§ What is being asked
Lines from the material below that hold the string "linejoin" are what is needed; copy each of them.

§ Data records
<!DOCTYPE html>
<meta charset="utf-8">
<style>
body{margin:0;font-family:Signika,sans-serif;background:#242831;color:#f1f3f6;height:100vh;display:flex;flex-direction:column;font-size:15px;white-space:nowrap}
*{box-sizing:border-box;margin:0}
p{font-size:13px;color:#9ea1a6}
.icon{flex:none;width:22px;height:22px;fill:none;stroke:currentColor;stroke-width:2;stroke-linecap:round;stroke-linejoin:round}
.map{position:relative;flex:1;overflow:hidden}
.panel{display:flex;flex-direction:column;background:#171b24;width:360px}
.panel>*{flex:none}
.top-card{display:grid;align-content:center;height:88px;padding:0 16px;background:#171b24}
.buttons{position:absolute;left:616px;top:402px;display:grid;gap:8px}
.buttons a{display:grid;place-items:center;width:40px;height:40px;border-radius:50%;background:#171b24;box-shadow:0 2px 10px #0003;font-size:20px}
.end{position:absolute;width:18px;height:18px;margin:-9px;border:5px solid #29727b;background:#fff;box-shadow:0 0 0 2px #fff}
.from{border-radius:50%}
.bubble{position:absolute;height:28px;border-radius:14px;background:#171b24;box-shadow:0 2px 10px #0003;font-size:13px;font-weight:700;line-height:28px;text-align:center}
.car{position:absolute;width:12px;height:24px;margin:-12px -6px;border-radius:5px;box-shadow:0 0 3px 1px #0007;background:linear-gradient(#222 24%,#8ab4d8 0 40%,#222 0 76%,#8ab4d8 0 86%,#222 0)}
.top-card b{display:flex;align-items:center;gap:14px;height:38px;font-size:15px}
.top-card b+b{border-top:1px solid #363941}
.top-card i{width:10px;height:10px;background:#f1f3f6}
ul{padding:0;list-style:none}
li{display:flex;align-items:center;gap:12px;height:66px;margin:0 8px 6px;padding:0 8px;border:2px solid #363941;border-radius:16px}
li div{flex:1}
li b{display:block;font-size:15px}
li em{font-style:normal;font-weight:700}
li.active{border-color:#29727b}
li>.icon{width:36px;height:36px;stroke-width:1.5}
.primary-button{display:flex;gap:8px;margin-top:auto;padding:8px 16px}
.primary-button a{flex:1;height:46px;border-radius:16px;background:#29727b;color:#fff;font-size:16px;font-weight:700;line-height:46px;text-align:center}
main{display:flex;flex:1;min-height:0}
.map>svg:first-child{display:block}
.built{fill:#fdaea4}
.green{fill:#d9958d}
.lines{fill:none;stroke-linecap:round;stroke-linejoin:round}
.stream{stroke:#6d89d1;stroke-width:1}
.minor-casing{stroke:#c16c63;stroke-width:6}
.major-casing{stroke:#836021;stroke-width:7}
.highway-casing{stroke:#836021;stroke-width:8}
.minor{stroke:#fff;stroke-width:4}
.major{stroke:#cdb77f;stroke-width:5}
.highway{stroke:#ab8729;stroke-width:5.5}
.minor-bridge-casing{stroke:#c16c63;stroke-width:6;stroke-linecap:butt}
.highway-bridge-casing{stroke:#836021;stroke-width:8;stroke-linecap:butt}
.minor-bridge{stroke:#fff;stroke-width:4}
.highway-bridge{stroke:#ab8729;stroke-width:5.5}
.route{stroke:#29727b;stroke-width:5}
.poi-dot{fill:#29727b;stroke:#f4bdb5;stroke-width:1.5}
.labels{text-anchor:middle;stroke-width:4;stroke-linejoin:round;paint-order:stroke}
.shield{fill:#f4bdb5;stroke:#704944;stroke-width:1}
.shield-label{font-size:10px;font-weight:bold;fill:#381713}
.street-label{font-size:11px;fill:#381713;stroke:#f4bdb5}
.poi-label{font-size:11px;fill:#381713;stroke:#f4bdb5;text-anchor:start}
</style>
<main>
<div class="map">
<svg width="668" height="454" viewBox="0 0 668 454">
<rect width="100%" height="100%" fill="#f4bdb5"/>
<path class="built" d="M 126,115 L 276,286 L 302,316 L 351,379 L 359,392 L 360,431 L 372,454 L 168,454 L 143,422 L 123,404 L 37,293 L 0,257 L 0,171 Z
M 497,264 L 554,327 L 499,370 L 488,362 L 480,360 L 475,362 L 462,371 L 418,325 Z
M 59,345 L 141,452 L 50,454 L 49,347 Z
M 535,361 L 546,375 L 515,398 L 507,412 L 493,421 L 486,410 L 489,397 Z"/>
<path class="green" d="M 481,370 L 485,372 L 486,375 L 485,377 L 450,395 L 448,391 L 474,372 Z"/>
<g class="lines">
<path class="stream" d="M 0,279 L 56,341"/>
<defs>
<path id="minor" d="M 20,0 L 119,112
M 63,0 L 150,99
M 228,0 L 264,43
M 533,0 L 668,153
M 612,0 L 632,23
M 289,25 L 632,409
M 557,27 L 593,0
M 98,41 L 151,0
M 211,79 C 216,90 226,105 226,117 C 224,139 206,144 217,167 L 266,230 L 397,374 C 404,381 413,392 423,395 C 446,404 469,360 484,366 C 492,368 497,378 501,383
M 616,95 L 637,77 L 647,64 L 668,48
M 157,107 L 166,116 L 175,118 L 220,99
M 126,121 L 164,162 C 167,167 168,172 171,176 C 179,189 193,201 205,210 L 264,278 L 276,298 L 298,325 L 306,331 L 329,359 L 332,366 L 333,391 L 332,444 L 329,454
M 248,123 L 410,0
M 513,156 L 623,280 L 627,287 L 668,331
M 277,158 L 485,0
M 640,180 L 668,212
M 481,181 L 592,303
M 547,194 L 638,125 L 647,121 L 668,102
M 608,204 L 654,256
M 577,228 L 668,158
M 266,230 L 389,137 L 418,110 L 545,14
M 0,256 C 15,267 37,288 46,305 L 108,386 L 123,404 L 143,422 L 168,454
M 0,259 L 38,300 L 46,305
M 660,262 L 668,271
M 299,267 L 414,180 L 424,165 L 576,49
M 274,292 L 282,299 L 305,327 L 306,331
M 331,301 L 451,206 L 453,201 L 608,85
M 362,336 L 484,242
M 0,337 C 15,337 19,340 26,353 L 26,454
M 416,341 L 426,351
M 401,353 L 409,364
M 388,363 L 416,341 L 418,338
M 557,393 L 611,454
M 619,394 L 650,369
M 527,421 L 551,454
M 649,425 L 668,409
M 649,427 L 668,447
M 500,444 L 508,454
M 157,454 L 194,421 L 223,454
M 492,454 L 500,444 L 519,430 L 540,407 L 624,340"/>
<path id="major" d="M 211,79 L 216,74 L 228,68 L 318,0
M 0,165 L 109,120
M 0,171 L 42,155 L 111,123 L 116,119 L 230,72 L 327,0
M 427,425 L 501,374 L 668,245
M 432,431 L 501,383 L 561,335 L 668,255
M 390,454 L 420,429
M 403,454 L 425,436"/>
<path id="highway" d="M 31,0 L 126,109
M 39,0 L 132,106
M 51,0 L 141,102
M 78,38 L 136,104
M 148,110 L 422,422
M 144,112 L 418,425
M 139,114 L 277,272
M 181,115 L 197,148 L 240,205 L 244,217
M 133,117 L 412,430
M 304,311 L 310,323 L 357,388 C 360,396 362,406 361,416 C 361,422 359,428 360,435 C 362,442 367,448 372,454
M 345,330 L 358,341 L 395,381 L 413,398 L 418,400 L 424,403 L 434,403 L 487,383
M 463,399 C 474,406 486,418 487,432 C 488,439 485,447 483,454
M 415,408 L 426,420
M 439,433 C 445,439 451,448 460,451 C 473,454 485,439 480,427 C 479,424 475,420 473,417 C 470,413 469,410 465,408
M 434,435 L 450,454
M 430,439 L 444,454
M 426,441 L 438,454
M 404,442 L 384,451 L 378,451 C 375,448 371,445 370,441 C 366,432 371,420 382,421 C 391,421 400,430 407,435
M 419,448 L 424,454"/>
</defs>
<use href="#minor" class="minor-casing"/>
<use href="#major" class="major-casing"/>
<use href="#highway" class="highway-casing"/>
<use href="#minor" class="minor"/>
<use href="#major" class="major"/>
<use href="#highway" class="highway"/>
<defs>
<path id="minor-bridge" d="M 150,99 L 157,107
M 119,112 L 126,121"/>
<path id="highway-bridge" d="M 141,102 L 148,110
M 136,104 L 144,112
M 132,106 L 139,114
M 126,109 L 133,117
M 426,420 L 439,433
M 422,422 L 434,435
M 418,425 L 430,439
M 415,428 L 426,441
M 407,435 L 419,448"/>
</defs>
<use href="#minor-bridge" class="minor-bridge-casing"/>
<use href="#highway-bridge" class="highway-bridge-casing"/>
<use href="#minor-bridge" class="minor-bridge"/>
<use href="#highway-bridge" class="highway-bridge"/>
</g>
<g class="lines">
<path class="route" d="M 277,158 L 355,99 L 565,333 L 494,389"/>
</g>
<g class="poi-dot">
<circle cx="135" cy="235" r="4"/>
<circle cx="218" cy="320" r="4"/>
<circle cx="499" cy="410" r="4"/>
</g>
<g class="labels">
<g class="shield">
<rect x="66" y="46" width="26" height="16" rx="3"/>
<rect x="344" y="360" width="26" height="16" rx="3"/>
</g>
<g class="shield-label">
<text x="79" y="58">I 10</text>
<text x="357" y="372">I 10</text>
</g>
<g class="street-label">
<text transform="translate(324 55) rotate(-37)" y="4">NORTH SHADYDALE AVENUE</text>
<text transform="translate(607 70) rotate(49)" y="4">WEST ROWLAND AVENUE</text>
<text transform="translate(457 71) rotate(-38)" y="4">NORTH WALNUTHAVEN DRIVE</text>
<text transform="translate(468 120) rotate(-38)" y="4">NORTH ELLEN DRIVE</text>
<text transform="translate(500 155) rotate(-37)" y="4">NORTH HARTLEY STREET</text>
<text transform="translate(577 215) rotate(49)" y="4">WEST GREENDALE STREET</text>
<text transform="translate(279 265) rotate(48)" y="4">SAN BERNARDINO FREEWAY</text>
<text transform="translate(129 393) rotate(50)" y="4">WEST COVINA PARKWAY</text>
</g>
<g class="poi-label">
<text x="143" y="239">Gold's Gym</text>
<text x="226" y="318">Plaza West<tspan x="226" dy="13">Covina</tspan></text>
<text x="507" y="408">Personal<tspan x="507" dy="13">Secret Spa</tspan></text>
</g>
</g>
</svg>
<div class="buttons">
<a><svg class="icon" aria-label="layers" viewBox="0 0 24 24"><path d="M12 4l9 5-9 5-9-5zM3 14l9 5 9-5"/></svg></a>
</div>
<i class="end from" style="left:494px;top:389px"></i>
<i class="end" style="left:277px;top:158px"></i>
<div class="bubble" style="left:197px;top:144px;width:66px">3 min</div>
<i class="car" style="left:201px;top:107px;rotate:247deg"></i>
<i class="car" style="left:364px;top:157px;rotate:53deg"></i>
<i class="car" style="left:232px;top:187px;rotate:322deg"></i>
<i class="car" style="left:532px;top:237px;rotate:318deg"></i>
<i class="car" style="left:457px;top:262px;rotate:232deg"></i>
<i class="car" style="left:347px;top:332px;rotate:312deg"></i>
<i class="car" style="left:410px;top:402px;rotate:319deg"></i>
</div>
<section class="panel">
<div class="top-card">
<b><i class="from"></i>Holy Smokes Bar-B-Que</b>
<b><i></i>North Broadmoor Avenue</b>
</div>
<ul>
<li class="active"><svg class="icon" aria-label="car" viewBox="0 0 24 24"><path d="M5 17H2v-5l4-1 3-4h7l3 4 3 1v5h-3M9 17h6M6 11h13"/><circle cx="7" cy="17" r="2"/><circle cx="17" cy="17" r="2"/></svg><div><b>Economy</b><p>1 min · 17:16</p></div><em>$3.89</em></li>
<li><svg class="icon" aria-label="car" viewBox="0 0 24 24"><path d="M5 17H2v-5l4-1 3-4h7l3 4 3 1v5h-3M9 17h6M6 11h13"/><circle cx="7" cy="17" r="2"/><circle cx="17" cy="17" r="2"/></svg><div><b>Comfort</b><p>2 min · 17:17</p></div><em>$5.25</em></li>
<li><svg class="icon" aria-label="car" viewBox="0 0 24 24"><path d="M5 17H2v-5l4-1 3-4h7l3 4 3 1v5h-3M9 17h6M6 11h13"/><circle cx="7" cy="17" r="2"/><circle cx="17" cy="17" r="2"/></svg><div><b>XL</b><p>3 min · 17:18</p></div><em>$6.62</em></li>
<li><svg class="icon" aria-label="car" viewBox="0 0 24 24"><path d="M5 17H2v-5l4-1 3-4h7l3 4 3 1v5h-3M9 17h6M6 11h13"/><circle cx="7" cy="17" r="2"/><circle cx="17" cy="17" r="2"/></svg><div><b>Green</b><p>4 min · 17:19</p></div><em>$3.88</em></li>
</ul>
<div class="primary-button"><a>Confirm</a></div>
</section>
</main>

§ Reply
.icon{flex:none;width:22px;height:22px;fill:none;stroke:currentColor;stroke-width:2;stroke-linecap:round;stroke-linejoin:round}
.lines{fill:none;stroke-linecap:round;stroke-linejoin:round}
.labels{text-anchor:middle;stroke-width:4;stroke-linejoin:round;paint-order:stroke}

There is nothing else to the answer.